それよりも俺のステータスだよ。青年にいろいろともらったが、今一度確認させてもらいたい。
【タケル・カミシロ 十九歳(二十八歳)】
[種族]古代竜の加護を受けし者。
[属性]魔導王。
[所属]蒼黒の団。
[加護]古代竜の加護。理の呪縛。栄誉の竜王の盟友。精霊の友。
[技能]口八丁。話術。算術。臨機応変。ものぐさ。
[異能]世界言語。身体能力。各種免疫・耐性。探査能力。空間術。私物確保。魔力極限。
具現化能力。知識理解力。意思疎通。神の幸運。第六感。
「…………」
「…………」
「ピュイ」
「…………ものぐさスキルって何だよ!」
「言うべきところはそこではないだろう!!」
改めて確認した自分のステータス、なんかいろいろと付いてた。あの青年に遠慮なく頼んだから青年も遠慮せずにくれたのだろう。
身体が疲れにくくて便利な魔法がたくさん使えるくらいにしか思っていなかった。
「……魔導王」
「なにそれ」
「古い物語にあるのだ。世のすべての魔力を扱う者の頂点に立つ存在を、魔導王と言うのだ。数万年前にこの世界を創造せし神のことをそう呼ぶ」
「へえー」
「……お前もその魔導王らしいのだが」
「いや俺、神様なんかじゃないし」
神様みたいなヤツに無理やり殺されて、無理やり別世界で旅しろって言われただけなんだよ。とりあえず見て回れと。
あと口八丁って何かな。誰か説明してくれ。要領が良いってことなんだろうが、良いイメージが浮かばない。詐欺師みたいじゃないか。
「いろいろと突っ込みたいところはあるが、何より驚いたのがクレイの年齢」
「うるさい。リザードマンは長命の種族なのだ。俺などまだまだ若輩者だ」
クレイが若輩者だったら、俺なんてヒヨコにも満たない卵じゃないか。
魔導王って響きが少し恰好いいが関係ない。俺は俺だ。これからも地道に素材を採取していくし、ランクF冒険者として頑張るだけ。頭角を現すつもりは毛頭ない。目立つの嫌い。

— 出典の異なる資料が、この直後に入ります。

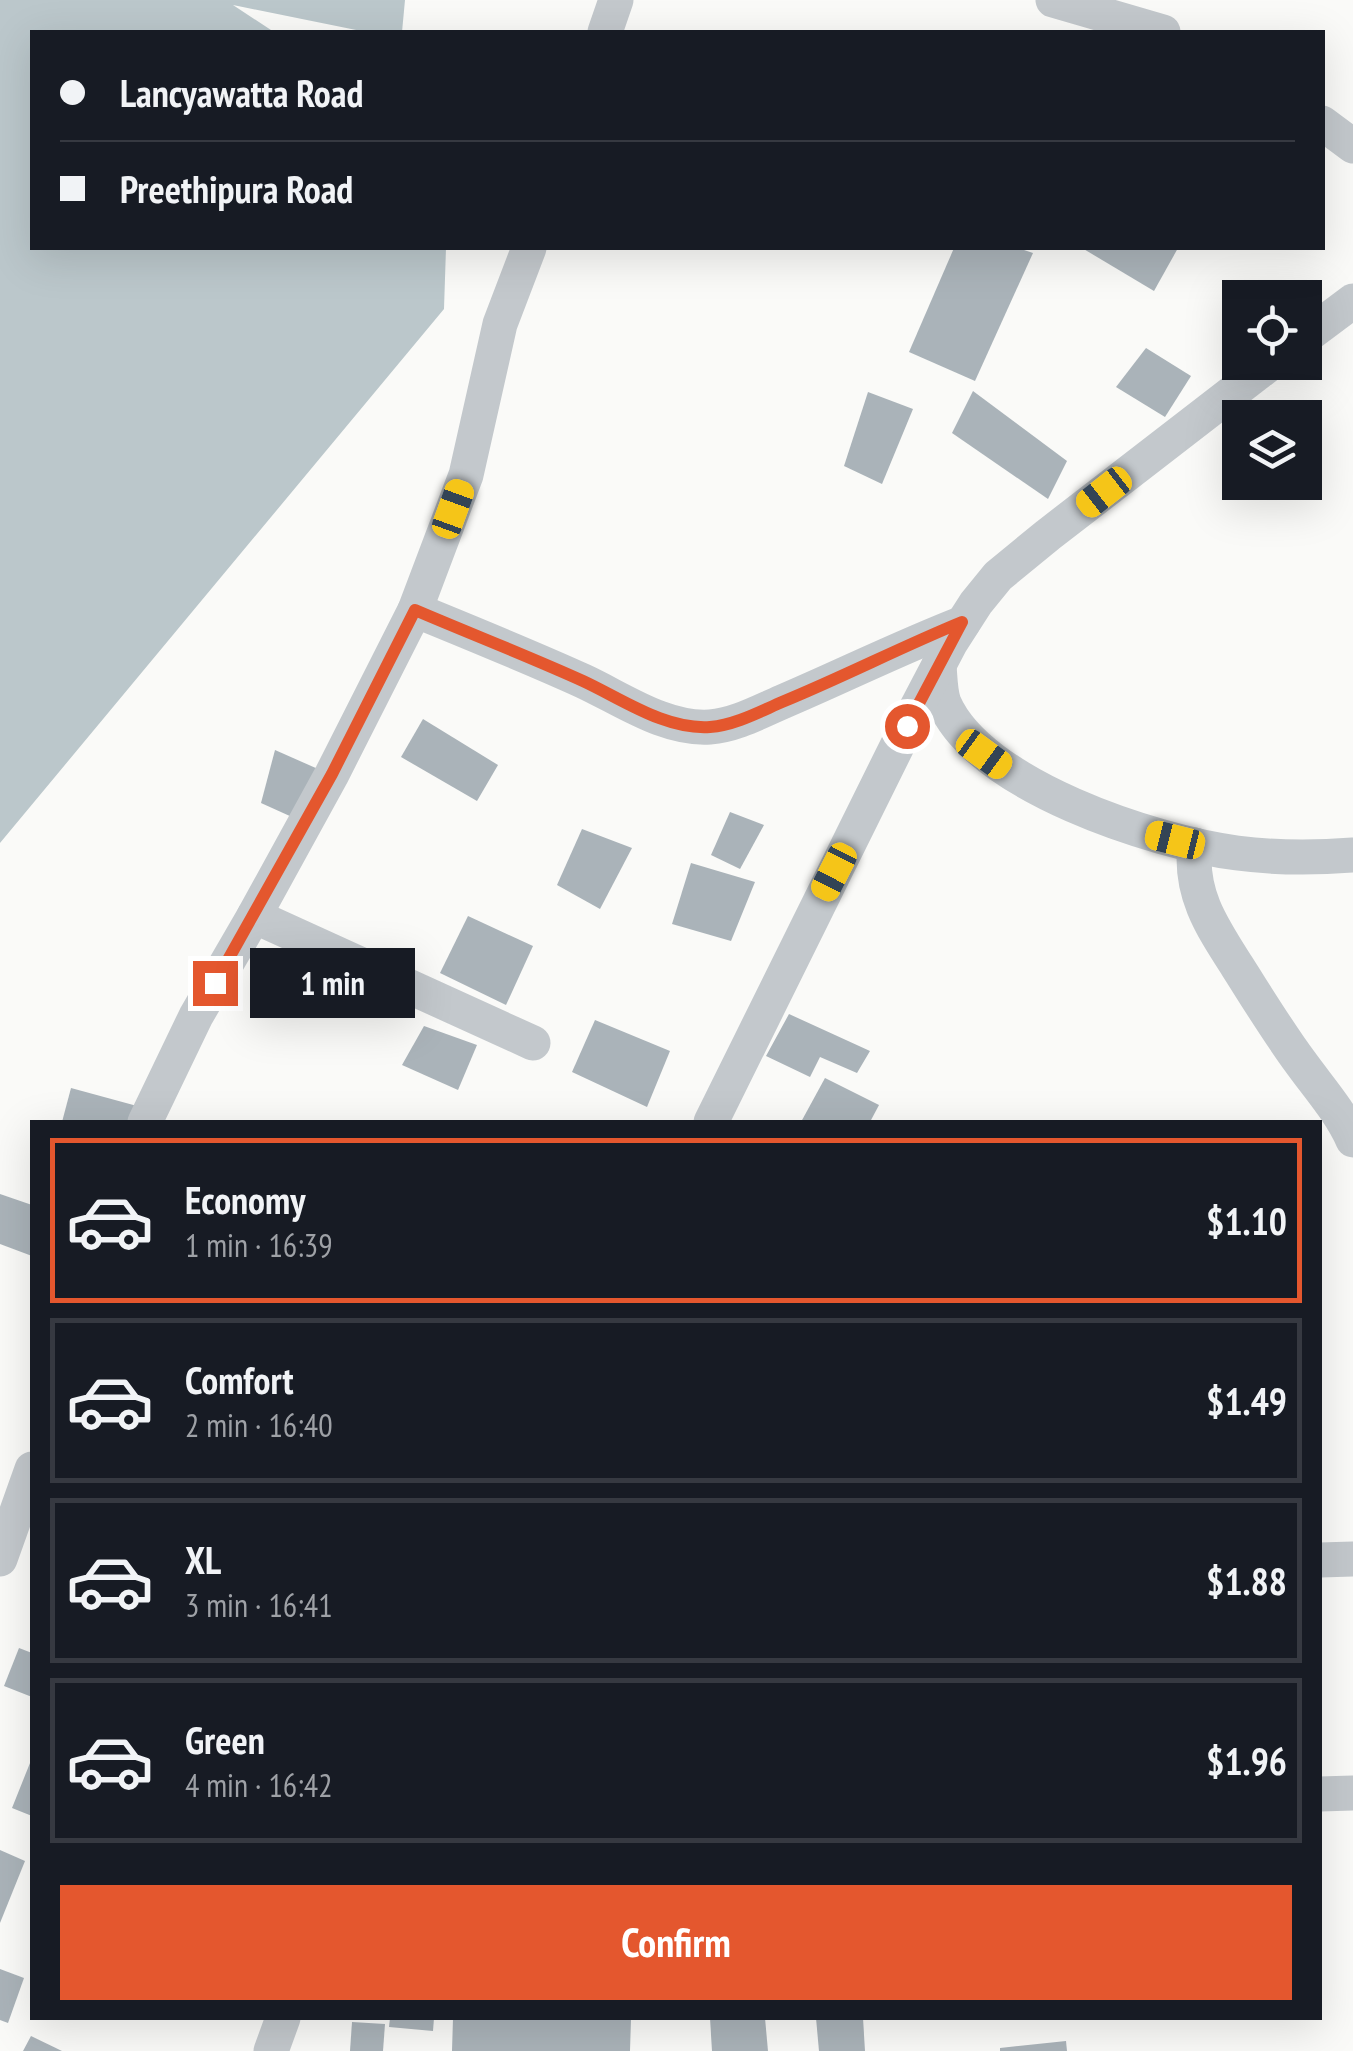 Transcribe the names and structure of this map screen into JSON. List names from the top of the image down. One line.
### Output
{"page":{"banner":["Lancyawatta Road","Preethipura Road"],"bubble":"1 min","list":[{"name":"Economy","note":"1 min · 16:39","value":"$1.10"},{"name":"Comfort","note":"2 min · 16:40","value":"$1.49"},{"name":"XL","note":"3 min · 16:41","value":"$1.88"},{"name":"Green","note":"4 min · 16:42","value":"$1.96"}],"buttons":"Confirm"}}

恩恵とやらがたくさん付与されているようだが、細かいことはわからないから放置。探査先生と調査先生のお力をお借りし、便利な鞄とともに生きていくぞ。
少しの贅沢と少しの努力。
人に優しく、賢く生きれば、この世界はなんとも面白い。
ノルマに縛られ、生きるのに窮屈だったあの世界も懐かしいが……チョコレートと煎餅と炭酸飲料とバラエティ番組と映画とマンガとゲームと醤油がなくてもなんとかなる。あれば嬉しいけど。
『青年』よ。
お前のおかげで苦労もしているが、俺は概ね楽しんでいるからな。
13 危急存亡の秋
フィジアン領ヴァノーネ地方。
一面の田園風景ではあるが、土が乾いて作物が枯れ、茶色が大地を覆っていた。乾いた風が砂を舞い上がらせ、一面茶色の景色。

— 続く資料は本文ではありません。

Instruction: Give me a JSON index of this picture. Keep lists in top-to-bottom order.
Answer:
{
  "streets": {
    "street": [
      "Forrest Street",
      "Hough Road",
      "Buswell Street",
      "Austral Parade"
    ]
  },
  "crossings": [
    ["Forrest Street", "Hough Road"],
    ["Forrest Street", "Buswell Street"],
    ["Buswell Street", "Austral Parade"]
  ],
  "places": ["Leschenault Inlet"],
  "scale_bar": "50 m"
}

すぐ隣の領という感覚だったが、まるで違う。少なくともルセウヴァッハ領で荒廃した土地なんて見たことがなかった。
クレイに尋ねてみる。
「もともと砂漠だったところに住んでいたとか」
「そのような話は聞いたことがない。俺もまさかここまで大地が枯渇していると思うていなかった」
砂漠化が進んでいるというよりも、そもそも雨が降っていないのかもしれないな。
以前、図書館でフィジアン領の資料を読ませてもらったところ、ルセウヴァッハよりは栄えていないとはいえ土地は肥沃とのことだった。領主が馬鹿やらかさなければ、豊かな土地に実る農作物で十分な税収は見込めたらしい。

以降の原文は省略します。